╭─ SOURCE DATA

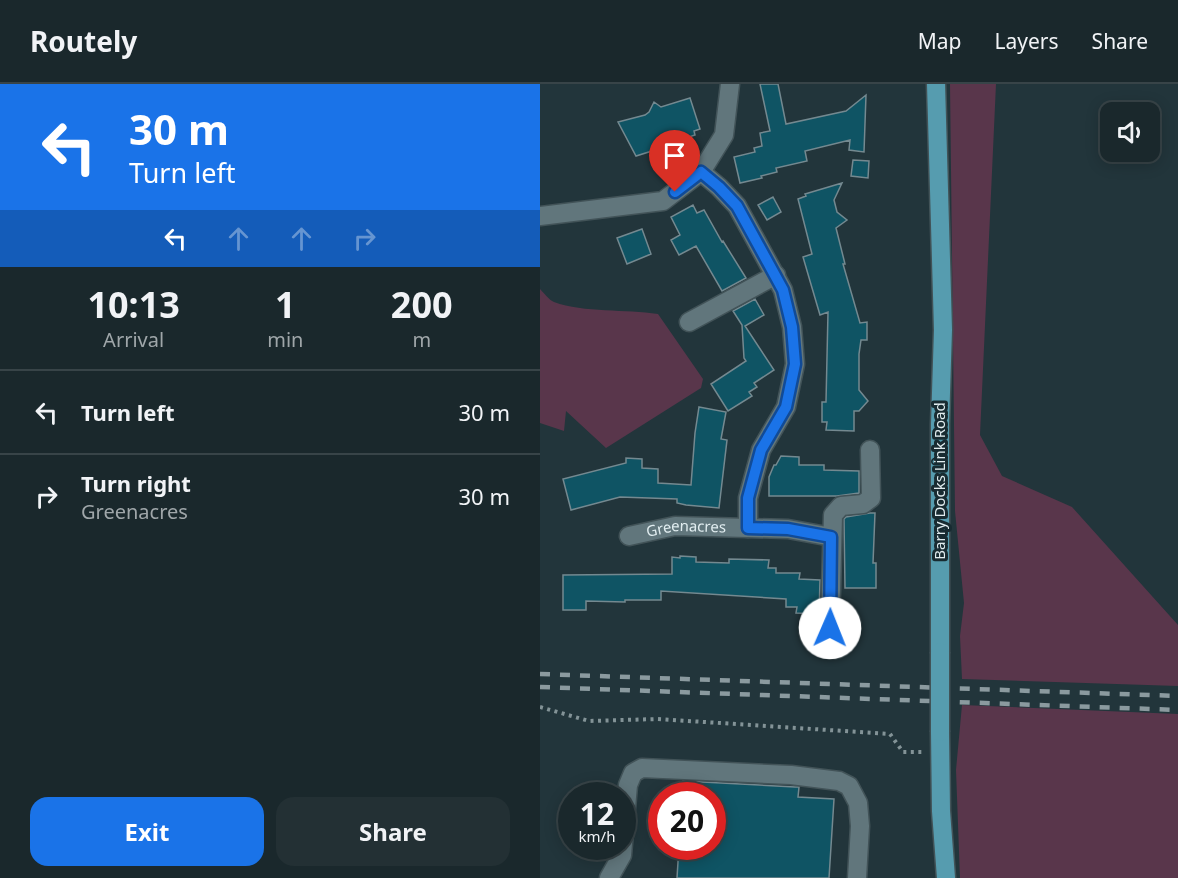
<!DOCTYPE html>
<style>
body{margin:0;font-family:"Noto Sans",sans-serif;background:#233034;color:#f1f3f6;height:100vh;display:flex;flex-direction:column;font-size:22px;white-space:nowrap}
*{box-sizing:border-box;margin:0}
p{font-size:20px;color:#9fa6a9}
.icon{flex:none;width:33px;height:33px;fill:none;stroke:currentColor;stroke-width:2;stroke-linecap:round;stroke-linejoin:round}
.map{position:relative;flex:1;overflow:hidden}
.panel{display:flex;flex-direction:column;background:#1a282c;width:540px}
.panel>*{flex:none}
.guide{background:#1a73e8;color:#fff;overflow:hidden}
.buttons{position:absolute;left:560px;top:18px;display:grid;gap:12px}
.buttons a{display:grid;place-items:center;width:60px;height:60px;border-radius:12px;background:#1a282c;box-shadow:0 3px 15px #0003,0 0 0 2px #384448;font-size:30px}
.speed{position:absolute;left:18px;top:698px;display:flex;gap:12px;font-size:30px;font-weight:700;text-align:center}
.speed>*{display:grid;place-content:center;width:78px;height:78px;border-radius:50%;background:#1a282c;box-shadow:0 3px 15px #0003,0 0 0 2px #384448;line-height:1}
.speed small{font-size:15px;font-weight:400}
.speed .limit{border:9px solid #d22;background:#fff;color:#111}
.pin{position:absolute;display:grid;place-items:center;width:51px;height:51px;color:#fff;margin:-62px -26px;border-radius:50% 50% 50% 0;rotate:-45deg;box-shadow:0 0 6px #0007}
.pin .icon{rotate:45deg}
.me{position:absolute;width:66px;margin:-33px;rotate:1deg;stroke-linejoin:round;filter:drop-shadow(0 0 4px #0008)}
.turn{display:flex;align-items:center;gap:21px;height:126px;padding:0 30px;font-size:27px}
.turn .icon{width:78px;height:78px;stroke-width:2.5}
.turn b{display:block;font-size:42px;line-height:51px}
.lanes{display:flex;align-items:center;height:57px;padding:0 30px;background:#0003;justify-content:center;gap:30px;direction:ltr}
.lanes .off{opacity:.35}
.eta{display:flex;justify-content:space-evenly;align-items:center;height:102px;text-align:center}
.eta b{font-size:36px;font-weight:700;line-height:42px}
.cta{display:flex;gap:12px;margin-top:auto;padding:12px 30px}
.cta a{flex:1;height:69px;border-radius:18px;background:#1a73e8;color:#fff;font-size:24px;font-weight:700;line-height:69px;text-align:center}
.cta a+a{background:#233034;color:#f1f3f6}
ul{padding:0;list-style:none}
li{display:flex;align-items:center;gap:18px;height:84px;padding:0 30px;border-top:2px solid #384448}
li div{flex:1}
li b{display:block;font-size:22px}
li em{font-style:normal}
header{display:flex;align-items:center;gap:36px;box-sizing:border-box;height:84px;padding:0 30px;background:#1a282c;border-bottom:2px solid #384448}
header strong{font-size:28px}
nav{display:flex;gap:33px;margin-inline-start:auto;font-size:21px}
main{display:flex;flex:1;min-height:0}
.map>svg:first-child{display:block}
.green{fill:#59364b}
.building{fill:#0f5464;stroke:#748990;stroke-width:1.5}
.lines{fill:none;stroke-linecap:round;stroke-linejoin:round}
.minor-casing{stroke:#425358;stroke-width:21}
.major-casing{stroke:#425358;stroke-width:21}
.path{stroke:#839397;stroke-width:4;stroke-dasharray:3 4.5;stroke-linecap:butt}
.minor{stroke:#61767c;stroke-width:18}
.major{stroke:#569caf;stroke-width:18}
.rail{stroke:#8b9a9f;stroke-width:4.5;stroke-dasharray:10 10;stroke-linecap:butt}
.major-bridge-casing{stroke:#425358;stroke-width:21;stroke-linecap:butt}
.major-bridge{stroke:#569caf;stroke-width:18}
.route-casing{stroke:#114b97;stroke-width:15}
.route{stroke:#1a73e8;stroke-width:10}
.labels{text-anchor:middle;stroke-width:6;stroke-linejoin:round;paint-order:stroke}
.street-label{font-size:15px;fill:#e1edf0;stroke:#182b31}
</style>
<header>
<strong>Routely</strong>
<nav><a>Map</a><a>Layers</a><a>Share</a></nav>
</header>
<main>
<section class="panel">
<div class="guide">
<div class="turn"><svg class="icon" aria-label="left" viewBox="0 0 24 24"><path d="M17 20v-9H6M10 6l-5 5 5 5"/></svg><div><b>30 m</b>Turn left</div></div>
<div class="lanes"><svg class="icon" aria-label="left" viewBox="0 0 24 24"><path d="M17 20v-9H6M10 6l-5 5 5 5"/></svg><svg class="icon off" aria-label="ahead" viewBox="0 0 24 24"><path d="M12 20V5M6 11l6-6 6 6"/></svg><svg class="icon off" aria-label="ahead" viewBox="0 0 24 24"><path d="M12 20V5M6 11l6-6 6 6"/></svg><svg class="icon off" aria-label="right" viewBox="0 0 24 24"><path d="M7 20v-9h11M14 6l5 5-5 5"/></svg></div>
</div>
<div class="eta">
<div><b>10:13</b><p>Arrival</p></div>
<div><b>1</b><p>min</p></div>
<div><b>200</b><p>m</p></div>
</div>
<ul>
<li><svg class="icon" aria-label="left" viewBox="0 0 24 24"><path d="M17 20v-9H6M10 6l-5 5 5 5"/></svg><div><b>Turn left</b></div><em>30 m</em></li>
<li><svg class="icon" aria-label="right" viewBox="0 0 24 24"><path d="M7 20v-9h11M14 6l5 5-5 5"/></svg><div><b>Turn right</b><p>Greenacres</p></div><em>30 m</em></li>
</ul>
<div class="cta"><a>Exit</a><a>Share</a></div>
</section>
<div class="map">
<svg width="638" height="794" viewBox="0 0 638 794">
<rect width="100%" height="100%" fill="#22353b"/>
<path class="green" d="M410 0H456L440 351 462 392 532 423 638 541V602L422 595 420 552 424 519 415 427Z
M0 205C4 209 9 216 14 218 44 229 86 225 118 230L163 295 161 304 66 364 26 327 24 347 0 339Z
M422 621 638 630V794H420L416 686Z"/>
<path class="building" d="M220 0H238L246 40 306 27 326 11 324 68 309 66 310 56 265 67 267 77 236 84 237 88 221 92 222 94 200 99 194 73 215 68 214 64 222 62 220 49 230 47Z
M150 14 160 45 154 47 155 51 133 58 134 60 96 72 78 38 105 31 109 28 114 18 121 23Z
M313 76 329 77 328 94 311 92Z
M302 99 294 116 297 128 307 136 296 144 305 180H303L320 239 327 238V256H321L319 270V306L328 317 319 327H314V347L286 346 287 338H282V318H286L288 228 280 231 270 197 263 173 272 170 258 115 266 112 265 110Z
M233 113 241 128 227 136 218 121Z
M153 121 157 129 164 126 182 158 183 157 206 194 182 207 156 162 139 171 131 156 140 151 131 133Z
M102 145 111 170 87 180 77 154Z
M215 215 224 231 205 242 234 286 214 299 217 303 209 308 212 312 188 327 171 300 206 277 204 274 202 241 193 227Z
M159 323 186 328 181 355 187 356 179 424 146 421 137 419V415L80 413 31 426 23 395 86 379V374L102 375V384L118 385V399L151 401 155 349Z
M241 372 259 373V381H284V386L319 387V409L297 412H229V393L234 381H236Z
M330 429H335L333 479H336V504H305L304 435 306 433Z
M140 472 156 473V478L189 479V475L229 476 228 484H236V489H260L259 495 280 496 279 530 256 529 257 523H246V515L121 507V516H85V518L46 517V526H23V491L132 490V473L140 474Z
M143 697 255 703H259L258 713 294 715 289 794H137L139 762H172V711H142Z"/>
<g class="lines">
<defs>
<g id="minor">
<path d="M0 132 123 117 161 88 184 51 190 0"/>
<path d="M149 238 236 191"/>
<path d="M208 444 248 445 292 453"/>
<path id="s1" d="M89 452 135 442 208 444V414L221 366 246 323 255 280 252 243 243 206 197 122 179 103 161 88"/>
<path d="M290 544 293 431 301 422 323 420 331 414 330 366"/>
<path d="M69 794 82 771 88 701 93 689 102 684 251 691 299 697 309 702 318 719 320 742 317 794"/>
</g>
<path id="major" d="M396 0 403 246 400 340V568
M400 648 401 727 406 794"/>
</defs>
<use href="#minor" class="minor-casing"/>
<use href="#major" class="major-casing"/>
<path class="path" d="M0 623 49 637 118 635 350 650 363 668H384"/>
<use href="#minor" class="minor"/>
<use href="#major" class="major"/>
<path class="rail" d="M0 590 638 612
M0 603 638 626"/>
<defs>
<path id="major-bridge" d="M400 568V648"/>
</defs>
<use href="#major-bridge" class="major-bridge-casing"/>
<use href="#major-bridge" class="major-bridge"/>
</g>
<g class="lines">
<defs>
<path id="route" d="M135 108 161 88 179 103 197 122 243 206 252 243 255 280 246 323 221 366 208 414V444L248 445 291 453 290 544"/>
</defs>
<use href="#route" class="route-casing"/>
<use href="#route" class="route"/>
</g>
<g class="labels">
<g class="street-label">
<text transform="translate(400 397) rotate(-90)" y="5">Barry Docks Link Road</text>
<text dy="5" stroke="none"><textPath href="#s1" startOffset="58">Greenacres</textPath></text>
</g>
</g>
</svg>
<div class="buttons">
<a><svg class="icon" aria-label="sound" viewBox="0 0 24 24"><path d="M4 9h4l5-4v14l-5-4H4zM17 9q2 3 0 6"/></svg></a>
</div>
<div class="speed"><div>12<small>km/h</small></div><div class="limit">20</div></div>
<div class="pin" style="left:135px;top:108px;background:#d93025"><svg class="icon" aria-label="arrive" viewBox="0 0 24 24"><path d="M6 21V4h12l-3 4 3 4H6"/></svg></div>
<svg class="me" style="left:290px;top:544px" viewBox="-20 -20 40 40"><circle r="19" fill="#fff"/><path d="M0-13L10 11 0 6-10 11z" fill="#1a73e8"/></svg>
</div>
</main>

╰─
╭─ SOURCE DATA

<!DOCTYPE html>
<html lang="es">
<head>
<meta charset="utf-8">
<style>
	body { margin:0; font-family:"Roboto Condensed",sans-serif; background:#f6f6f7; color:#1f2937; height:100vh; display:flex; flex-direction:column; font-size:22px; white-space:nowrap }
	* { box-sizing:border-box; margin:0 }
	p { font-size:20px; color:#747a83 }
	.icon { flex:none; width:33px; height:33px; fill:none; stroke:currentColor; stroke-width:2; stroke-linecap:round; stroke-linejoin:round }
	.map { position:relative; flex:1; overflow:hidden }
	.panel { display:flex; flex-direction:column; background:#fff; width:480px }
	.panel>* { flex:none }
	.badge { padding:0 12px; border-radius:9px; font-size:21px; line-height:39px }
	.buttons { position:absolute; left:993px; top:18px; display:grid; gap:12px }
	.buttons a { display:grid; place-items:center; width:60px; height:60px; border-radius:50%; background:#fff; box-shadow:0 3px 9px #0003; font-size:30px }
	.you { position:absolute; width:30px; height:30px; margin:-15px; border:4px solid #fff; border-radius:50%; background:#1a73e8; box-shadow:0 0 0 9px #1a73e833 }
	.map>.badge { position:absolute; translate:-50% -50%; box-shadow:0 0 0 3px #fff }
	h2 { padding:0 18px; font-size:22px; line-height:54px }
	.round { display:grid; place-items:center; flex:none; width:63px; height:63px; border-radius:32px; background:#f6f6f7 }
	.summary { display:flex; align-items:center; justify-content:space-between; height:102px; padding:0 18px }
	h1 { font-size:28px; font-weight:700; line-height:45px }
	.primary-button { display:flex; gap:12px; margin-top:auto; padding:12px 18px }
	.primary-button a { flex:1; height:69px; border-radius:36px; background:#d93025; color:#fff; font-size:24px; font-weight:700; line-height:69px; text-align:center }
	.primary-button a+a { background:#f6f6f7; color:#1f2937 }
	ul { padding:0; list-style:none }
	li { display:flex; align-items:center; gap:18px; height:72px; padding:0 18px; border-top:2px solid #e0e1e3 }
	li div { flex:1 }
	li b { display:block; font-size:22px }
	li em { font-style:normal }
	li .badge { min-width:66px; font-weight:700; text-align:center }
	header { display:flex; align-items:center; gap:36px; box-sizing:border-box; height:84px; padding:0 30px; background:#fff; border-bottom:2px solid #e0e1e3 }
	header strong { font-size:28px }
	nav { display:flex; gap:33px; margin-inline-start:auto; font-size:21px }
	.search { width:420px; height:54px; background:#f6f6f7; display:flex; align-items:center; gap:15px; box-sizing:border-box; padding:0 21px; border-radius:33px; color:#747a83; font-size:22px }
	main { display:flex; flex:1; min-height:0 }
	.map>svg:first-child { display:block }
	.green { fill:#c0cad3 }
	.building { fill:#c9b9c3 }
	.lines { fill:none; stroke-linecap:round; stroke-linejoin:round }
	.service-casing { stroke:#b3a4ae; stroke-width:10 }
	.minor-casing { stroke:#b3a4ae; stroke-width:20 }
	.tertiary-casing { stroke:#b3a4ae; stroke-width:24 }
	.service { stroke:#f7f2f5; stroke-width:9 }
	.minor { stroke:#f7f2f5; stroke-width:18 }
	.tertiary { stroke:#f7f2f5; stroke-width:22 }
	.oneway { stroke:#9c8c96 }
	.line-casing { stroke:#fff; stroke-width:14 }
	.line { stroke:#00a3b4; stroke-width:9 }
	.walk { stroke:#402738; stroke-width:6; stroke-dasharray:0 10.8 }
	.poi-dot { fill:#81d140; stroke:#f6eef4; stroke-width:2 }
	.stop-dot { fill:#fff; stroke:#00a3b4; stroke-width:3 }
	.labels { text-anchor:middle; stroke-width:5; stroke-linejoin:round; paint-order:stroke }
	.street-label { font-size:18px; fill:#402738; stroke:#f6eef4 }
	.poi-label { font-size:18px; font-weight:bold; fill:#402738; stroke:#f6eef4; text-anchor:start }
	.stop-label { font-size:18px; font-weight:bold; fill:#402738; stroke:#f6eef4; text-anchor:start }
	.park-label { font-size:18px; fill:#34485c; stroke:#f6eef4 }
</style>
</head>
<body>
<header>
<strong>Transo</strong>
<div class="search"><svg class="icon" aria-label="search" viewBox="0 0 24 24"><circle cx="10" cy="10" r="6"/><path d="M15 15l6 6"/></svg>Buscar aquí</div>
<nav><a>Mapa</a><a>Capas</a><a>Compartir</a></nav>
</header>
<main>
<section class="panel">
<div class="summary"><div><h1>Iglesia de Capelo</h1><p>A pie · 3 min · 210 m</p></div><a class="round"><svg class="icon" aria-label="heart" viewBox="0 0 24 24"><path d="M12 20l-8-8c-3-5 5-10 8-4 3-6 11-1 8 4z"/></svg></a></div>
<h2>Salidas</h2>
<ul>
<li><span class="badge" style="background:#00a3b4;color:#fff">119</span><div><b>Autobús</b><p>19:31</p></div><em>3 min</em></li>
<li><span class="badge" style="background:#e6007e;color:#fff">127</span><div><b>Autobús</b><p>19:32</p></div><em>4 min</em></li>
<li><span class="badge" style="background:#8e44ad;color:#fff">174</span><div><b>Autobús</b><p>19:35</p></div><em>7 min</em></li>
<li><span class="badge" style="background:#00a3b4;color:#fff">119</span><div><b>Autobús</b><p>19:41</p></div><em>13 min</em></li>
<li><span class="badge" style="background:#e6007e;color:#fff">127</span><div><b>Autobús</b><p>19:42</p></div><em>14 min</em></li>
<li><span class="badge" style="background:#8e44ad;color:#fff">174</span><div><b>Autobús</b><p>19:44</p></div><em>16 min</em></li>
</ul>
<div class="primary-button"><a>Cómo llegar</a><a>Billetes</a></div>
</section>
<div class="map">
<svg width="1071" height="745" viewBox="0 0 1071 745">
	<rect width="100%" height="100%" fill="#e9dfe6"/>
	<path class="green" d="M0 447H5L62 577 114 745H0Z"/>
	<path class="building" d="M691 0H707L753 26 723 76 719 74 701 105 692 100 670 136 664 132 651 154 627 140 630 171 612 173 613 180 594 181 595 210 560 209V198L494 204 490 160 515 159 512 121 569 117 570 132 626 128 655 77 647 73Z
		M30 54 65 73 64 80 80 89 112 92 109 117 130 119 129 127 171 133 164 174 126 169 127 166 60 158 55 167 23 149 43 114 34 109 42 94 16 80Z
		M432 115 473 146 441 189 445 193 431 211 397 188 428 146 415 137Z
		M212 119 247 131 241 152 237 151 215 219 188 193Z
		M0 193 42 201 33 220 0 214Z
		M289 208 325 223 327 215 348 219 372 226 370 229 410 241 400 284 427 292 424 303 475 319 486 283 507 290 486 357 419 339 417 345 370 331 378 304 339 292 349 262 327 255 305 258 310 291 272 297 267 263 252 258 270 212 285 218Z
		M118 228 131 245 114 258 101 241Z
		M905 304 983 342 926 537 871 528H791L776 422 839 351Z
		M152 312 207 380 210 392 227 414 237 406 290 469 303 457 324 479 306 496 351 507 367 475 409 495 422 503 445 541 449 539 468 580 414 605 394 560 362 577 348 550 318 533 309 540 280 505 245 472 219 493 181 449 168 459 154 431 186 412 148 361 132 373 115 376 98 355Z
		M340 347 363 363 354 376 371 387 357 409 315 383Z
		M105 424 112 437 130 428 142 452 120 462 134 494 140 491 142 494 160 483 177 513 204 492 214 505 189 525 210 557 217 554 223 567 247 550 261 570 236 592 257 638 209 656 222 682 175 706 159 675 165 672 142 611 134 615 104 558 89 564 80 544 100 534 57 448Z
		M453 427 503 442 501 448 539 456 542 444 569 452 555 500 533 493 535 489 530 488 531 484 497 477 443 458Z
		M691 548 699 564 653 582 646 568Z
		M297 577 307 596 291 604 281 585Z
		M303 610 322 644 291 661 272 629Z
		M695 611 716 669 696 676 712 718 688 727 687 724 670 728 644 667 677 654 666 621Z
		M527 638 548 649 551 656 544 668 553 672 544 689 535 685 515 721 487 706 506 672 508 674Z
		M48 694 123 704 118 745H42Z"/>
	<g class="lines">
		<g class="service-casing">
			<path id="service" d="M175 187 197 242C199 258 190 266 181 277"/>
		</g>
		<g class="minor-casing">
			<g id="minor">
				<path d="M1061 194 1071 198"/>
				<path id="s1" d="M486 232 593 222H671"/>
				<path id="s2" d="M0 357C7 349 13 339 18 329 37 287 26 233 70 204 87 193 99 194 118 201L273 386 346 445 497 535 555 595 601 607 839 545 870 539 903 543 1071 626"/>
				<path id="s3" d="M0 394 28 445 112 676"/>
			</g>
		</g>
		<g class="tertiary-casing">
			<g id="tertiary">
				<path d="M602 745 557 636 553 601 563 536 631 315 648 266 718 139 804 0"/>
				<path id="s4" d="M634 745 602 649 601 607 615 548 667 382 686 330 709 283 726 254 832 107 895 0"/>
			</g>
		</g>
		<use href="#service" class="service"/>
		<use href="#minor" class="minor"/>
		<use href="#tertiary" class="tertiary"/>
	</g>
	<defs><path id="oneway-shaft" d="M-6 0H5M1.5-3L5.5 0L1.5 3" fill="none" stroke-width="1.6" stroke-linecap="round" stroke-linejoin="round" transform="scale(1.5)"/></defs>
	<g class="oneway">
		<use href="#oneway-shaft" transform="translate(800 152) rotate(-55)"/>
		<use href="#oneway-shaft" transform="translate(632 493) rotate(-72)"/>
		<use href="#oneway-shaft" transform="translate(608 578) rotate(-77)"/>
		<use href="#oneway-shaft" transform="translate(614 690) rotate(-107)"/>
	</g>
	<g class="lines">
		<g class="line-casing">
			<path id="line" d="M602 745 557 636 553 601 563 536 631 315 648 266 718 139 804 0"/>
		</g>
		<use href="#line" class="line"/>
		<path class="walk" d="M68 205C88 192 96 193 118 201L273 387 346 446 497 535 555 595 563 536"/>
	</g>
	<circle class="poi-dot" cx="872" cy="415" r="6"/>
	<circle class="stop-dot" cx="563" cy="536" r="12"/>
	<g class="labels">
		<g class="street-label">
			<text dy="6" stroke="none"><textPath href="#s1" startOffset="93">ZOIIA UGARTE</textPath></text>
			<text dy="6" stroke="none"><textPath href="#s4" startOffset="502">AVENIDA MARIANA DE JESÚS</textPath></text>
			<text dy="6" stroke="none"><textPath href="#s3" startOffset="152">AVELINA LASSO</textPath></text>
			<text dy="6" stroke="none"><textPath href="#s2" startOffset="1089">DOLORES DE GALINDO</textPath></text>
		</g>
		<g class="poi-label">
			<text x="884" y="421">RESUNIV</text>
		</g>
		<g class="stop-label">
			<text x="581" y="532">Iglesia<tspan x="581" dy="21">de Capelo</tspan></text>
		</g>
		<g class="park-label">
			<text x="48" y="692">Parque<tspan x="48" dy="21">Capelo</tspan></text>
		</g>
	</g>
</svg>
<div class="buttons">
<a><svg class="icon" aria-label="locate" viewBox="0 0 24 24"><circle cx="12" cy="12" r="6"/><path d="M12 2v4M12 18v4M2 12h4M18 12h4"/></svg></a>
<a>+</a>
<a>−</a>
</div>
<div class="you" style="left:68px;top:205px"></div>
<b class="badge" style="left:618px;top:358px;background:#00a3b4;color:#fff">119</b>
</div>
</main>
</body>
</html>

╰─

-- EXERCISE REQUIREMENTS --
Go through the entries above and pull out each line with "html" in it.

-- TASK RESPONSE --
<!DOCTYPE html>
<!DOCTYPE html>
<html lang="es">
</html>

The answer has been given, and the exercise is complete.